Task to complete: Search the records below for the word "controls" and show every line where it occurs.

(Stored data entries)
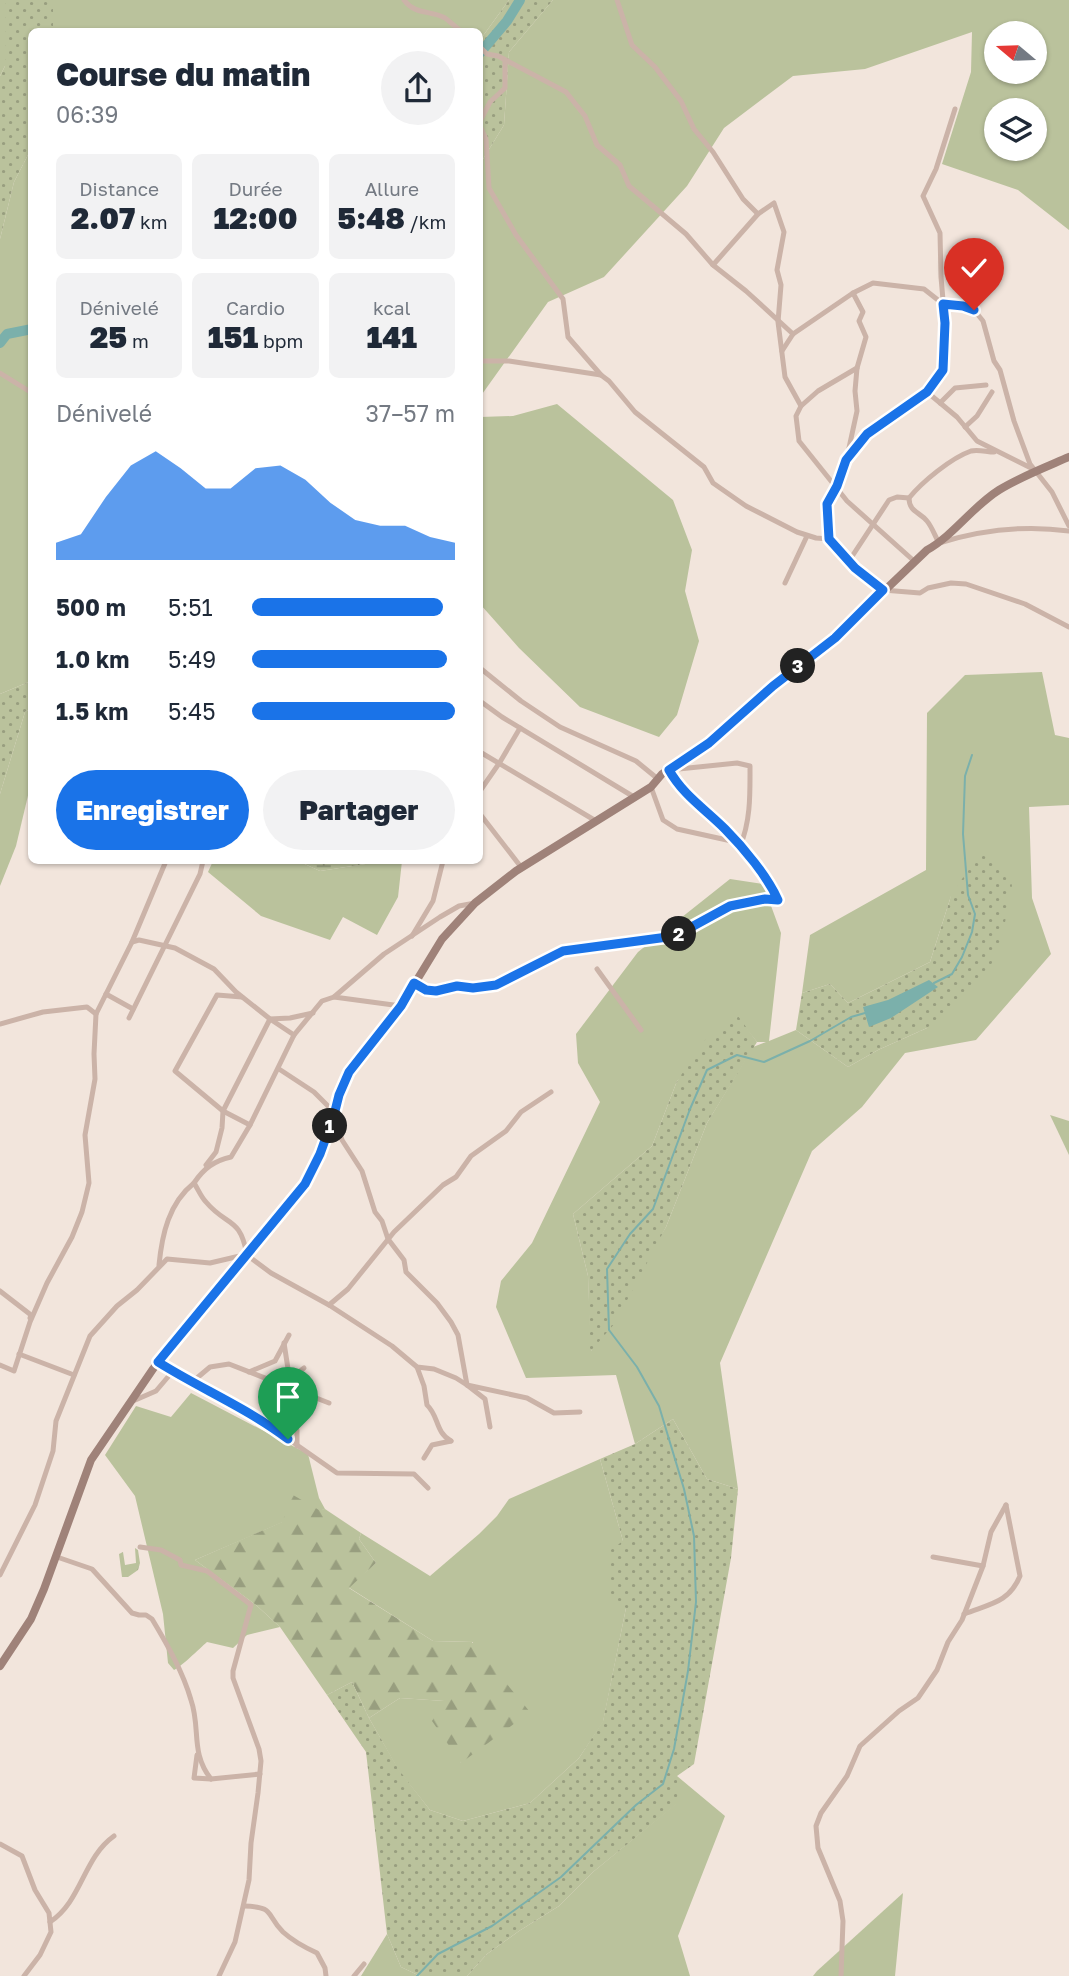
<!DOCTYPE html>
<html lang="fr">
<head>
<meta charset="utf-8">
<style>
	body { margin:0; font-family:"Golos Text",sans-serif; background:#f2f2f3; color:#1f2937; height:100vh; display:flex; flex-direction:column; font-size:26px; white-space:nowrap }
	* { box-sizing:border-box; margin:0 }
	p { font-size:23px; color:#747a83 }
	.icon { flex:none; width:38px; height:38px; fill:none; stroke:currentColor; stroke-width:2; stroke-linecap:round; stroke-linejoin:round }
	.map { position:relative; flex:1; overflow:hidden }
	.sheet { position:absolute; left:28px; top:28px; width:455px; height:836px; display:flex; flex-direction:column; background:#fff; border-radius:10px; box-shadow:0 2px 5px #0004 }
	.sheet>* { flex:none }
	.needle { width:46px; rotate:289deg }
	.controls { position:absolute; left:984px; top:21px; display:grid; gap:14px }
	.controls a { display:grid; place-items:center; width:63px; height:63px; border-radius:50%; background:#fff; box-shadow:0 2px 5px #0004; font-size:35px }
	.pin { position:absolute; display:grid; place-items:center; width:60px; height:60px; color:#fff; margin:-72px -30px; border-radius:50% 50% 50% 0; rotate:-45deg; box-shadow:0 0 7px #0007 }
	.pin .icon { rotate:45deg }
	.km { position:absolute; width:35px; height:35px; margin:-18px; border-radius:50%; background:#222; color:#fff; font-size:19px; line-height:35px; text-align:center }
	.round { display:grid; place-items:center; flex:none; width:74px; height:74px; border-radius:37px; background:#f2f2f3 }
	.overview { display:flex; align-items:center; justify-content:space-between; height:119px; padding:0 28px }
	h1 { font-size:32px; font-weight:800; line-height:52px }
	.metrics { display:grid; grid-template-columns:repeat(3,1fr); gap:10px; height:119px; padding:7px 28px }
	.metrics div { display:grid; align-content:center; border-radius:10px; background:#f2f2f3; text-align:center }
	.metrics b { font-size:30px; font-weight:800 }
	.metrics small { font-size:19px; font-weight:400 }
	.metrics p { font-size:19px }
	.chart { height:196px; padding:14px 28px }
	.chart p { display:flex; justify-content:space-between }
	.chart svg { width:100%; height:126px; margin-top:7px; fill:#1a73e8; opacity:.7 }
	.button { display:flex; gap:14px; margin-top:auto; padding:14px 28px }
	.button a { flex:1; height:80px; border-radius:42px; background:#1a73e8; color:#fff; font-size:28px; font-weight:800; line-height:80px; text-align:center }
	.button a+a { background:#f2f2f3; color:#1f2937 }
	ul { padding:0 28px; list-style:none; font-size:23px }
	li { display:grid; grid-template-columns:112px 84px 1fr; align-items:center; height:52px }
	li i { height:18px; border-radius:9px; background:#1a73e8 }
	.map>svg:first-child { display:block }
</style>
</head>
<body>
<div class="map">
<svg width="1069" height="1976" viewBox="0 0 1069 1976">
	<defs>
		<pattern id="forest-firs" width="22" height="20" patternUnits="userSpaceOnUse" patternTransform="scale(1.75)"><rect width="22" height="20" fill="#bac29c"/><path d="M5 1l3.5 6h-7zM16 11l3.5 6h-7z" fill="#989e7f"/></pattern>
		<pattern id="wetland-marsh" width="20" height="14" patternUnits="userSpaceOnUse" patternTransform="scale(1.75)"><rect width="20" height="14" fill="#bac29c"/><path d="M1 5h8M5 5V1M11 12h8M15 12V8" fill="none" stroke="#989e7f"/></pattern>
		<pattern id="garden-dots" width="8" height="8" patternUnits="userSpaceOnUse" patternTransform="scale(1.75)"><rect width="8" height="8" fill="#bac29c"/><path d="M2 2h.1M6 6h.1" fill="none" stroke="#989e7f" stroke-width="1.8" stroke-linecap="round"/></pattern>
	</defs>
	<rect width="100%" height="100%" fill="#f2e5dc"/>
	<g fill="#bac29c" fill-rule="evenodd">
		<polygon points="0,0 5,0 5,66 0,76"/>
		<polygon points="53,0 509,0 480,40 480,32 53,32"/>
		<path d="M553,0H1069V230L1018,190L942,164L971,72L972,32L865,69L793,76L724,128L687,186L604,277L548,302L480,397V164L504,125L509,52ZM996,33H1034V72H996ZM996,110H1034V149H996Z"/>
		<polygon points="31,149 31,681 0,694 0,239 14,182"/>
		<polygon points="557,404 673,500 692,550 685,591 699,641 677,715 659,737 580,707 519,648 480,604 480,417 513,416"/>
		<path d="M1042,672L1055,735L1069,738V805L1029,807L1032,898L1051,954L976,1040L905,1053L862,1107L812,1151L720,1363L738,1489L707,1479L673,1419L635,1444L616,1375L526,1378L496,1307L501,1281L532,1243L600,1102L578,1063L576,1034L638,952L730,879L763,884L781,933L769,1041L796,1030L848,1067L878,1050L927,1028L951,896L930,962L848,1003L830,984L802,993L810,935L926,870L927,713L965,675ZM737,1017L757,1042H766L753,1047L707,1123L666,1227L591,1351L588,1276L573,1214L652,1146L677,1081Z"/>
		<polygon points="31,708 31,783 16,846 0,886 0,794 25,712"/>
		<polygon points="213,861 298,861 320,871 385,861 402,861 398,897 377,935 343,917 330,940 261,916 208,872"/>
		<polygon points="1050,1115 1069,1121 1069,1155"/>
		<path d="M191,1393L308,1454L319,1498L325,1509L283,1522L195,1560L256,1605L280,1627L247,1635L233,1648L207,1642C199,1649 181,1667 174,1670L168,1663L163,1614L135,1496L105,1455L136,1406L171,1417Z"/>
		<polygon points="600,1459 623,1541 626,1608 603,1722 579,1758 530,1803 463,1821 430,1810 399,1771 369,1718 400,1698 445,1701 461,1763 473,1642 433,1641 348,1587 376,1563 359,1539 361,1533 430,1576 479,1534 497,1516 509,1499"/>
		<polygon points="677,1776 725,1816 678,1936 690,1976 467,1976 487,1954 519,1931 559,1906 593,1872 677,1803"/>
		<polygon points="903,1893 895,1976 813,1976 817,1971"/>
		<polygon points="387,1934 401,1967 420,1976 361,1976"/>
	</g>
	<g fill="url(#forest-firs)">
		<polygon points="293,1495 319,1510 325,1509 361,1533 359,1539 376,1563 349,1588 433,1641 472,1642 530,1712 461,1763 432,1721 444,1701 400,1698 369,1718 352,1682 327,1695 280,1627 256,1605 195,1560 282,1522"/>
		<polygon points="135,1548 138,1550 140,1563 138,1570 128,1577 122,1577 119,1554 123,1552 125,1565 136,1563"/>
	</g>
	<polygon fill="url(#wetland-marsh)" points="298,861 385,861 320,871"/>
	<g fill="url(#garden-dots)">
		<polygon points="5,0 53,0 53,31 32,32 31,149 14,182 0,239 0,76 5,66"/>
		<polygon points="509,0 553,0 509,52 504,125 480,164 480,40"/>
		<polygon points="31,681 31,708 25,712 0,794 0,694"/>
		<polygon points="982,848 1012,885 1001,944 987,973 927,1028 878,1050 848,1067 796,1030 802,993 830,984 848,1003 930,962 951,896"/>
		<polygon points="738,1016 757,1042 707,1123 666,1227 615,1323 590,1352 588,1276 573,1214 652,1146 677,1081 706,1039"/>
		<polygon points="673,1419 707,1479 738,1489 731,1558 694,1764 677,1776 678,1803 593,1872 559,1906 519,1931 487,1954 467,1976 420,1976 401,1967 387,1934 366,1752 327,1695 352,1682 369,1718 399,1770 430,1810 463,1821 530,1803 579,1758 603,1721 626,1608 608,1596 609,1551 623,1541 600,1459 635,1444"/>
	</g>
	<polygon fill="#7bb0ab" points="929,980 938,987 891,1018 869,1027 863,1007 888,1000"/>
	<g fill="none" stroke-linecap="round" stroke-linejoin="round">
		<g stroke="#7bb0ab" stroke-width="2">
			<polyline points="934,983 952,974 962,957 972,932 975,914 968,895 963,834 965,776 972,755"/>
			<polyline points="417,1976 438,1954 492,1926 561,1877 636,1805 663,1784 674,1749 688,1671 696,1602 694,1536 684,1489 659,1406 637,1367 609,1330 607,1269 630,1234 653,1209 690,1109 707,1070 737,1055 764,1062 810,1041 851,1017 865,1013"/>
		</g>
		<g stroke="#7bb0ab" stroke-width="10">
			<polyline points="480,53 507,21 520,0"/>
			<polyline points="0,343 7,334 32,329"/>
		</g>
		<g stroke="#cbb3a8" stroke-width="5">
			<path d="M404,0C415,15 430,10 445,18C451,22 456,28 463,32"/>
			<polyline points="617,0 632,45 655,67 681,101 694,129 713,152 743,199 758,214"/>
			<polyline points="480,47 487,54 498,56 566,92 585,116 597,145 620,165 629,186 686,234 713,265 746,291 793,334"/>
			<polyline points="955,109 936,169 923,196 940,233 941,277 945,323 943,370 927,392 867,434 846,460 837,486 827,504 829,539 855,568 883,590 920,593 928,588 951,583 966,584 1025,604 1069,627"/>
			<polyline points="480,121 490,102 505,88 505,60"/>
			<polyline points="480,126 486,139 489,188 516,235 563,299 568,337 601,375"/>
			<polyline points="713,265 758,214 774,203 784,232 777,270 781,285 778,322 785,377 801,406 796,416 799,441 847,501 914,561"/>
			<polyline points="782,351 793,334 853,293 873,283 924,289 943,304 963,306 974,310 983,321 994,361 1000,370 1014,421 1030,464 1052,492 1069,526"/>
			<polyline points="480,361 509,361 601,375 609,381 635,412 704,467 713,483 746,506 797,532 816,538 829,539"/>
			<polyline points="0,373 32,393"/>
			<polyline points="927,392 957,417 977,441 1035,470"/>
			<polyline points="940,403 955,388 986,385"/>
			<polyline points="801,406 818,391 857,368"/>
			<polyline points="965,427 977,416 992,392"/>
			<path d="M994,452C987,452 978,449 971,451C951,458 922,482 909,498C909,512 920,512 927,521C932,527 935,536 939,543C981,530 1025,525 1069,531"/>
			<polyline points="847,457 857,411 855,391 857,368 866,337 859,321 863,312 853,293"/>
			<polyline points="849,561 889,500 897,497 909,498"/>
			<polyline points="785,583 807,536"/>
			<polyline points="480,668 521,701 560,727 636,761 658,779"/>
			<polyline points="480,701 502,717 634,797"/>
			<polyline points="480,752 596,821"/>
			<polyline points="651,787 663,820 677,829 736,842"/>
			<polyline points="480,791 500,762 520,728"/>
			<polyline points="480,814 521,867"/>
			<path d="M740,846C751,821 750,792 750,766L737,763L669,770C683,795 706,809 726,829C744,848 767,877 778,900"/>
			<polyline points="412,936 433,901 443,861"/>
			<polyline points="132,942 166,861"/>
			<polyline points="597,969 641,1030"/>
			<polyline points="414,983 426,990 436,991 458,986 473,988 496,985 563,951 675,936 730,906 765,899 778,900"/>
			<polyline points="106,994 133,1009"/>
			<path d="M242,997L217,995L175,1071L223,1111L250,1125L231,1157C214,1161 204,1168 194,1183C198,1189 201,1197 206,1202C227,1227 240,1216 247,1255L271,1273L329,1305L392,1346L417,1367L434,1369L456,1378L467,1385"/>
			<polyline points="334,997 401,1006"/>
			<polyline points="129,1018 200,874 203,861"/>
			<polyline points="0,1024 43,1012 87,1007 96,1014"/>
			<polyline points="279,1069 314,1092 333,1111 342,1140 362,1171 375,1212 382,1221 388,1239 404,1260 406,1272 437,1303 451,1322 458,1335 467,1385"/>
			<polyline points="250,1125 294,1035 322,1001 334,997 384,954 440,917 459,906 475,903"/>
			<polyline points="206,1165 216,1152 222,1128 223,1111 270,1019 290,1018 313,1013"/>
			<path d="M159,1265C162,1234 169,1203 194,1183"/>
			<polyline points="0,1291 31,1315 30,1318"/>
			<polyline points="329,1305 348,1289 394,1232 443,1185 456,1177 471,1156 506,1131 521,1112 551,1092"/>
			<polyline points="284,1343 291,1388 289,1417 297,1430 297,1446"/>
			<polyline points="19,1354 74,1375"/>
			<polyline points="0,1365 14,1371 30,1322 47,1283 72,1237 82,1212 89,1183 85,1135 95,1079 94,1054 96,1014 132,942 139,940 175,948 214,969 236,992 270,1019 294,1035"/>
			<path d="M417,1367L424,1386L427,1405C439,1416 435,1432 451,1441"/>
			<polyline points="249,1372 275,1361 289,1335"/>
			<polyline points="271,1378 295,1375 304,1368"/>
			<polyline points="191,1383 210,1367 229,1364 329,1403"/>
			<polyline points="133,1401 156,1391 173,1371 261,1420 337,1473 414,1474 428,1488"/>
			<polyline points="490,1427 485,1399 467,1385 527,1398 554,1413 580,1412"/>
			<polyline points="424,1458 432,1445 451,1441"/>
			<polyline points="140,1547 161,1550 180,1560 181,1565 207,1571 251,1605 233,1671 233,1678 259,1749 261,1761 258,1793 251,1843 249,1880 235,1942 219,1976"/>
			<path d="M57,1557L92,1569L132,1613L139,1615H146L152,1619C167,1644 183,1672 191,1700C201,1729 190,1752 211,1779"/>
			<polyline points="933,1557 983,1566"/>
			<polyline points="0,1575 35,1505 53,1451 56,1421 90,1336 117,1306 137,1290 167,1259 210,1263 244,1255"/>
			<path d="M964,1614C989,1604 1009,1603 1020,1576L1006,1505"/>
			<polyline points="197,1755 194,1778 211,1779 260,1774"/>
			<polyline points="0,1844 22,1856 35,1890 49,1913 51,1932 40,1955 24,1976"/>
			<path d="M244,1906C276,1907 265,1914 283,1932C294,1942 304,1947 317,1953L325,1968L326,1976"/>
			<path d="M50,1922C82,1901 83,1858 114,1836"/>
			<polyline points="354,1976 364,1964"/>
			<polyline points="841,1976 843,1921 840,1901 818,1848 816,1826 821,1813 847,1776 860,1746 899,1711 918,1698 937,1670 948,1642 962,1620 983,1566 991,1532 1006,1505"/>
		</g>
		<path stroke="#9f8279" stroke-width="8" d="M0,1666L31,1619L44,1589L91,1460L153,1369L305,1184L320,1154L339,1095L349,1072L401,1006L442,939L475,903L516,871L651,787L662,774L709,743L773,686L835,638L927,550C954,535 972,507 999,490C1020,477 1046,467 1069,457"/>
	</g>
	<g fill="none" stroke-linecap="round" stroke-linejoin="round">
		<g stroke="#fff" stroke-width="14">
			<path id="route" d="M288,1439C247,1408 201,1389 158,1362L305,1184L320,1154L334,1115L339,1095L349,1072L401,1006L414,983L426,990L436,991L457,986L473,988L496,985L563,951L675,936L730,906L765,899L778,900C767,876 744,848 725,829C705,809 683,795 669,770L709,743L773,686L835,638L883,590L855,568L829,539L827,504L837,486L846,460L867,434L927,392L943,370L945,323L943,304L963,306L974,310"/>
		</g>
		<use href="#route" stroke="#1a73e8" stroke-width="9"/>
	</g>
</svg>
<div class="controls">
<a><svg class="needle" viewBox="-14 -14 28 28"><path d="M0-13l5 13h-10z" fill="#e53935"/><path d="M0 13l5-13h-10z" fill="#747a83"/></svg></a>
<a><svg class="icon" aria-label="layers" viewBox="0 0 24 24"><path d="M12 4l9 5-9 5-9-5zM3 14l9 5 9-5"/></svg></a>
</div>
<div class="pin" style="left:288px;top:1439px;background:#1e9e55"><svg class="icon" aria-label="arrive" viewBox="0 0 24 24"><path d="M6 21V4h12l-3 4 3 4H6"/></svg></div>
<div class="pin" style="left:974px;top:310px;background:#d93025"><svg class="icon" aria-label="check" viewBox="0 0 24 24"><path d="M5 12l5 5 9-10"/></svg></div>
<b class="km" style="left:330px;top:1126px">1</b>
<b class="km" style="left:679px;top:934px">2</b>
<b class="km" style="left:798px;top:666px">3</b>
<section class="sheet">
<div class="overview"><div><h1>Course du matin</h1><p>06:39</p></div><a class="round"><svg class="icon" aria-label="share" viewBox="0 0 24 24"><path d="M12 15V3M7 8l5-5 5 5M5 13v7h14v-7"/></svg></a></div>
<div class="metrics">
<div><p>Distance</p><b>2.07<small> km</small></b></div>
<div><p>Durée</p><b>12:00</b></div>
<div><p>Allure</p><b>5:48<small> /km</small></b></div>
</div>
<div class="metrics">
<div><p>Dénivelé</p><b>25<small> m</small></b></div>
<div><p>Cardio</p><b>151<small> bpm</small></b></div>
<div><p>kcal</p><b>141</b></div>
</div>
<div class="chart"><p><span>Dénivelé</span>37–57 m</p>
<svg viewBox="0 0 160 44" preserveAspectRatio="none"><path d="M0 44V38L10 35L20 22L30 11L40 6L50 12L60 19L70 19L80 12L90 11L100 16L110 24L120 30L130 32L140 32L150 36L160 38V44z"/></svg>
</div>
<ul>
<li><b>500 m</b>5:51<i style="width:94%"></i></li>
<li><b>1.0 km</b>5:49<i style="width:96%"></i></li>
<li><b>1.5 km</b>5:45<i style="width:100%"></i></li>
</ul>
<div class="button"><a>Enregistrer</a><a>Partager</a></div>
</section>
</div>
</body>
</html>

Final answer:
	.controls { position:absolute; left:984px; top:21px; display:grid; gap:14px }
	.controls a { display:grid; place-items:center; width:63px; height:63px; border-radius:50%; background:#fff; box-shadow:0 2px 5px #0004; font-size:35px }
<div class="controls">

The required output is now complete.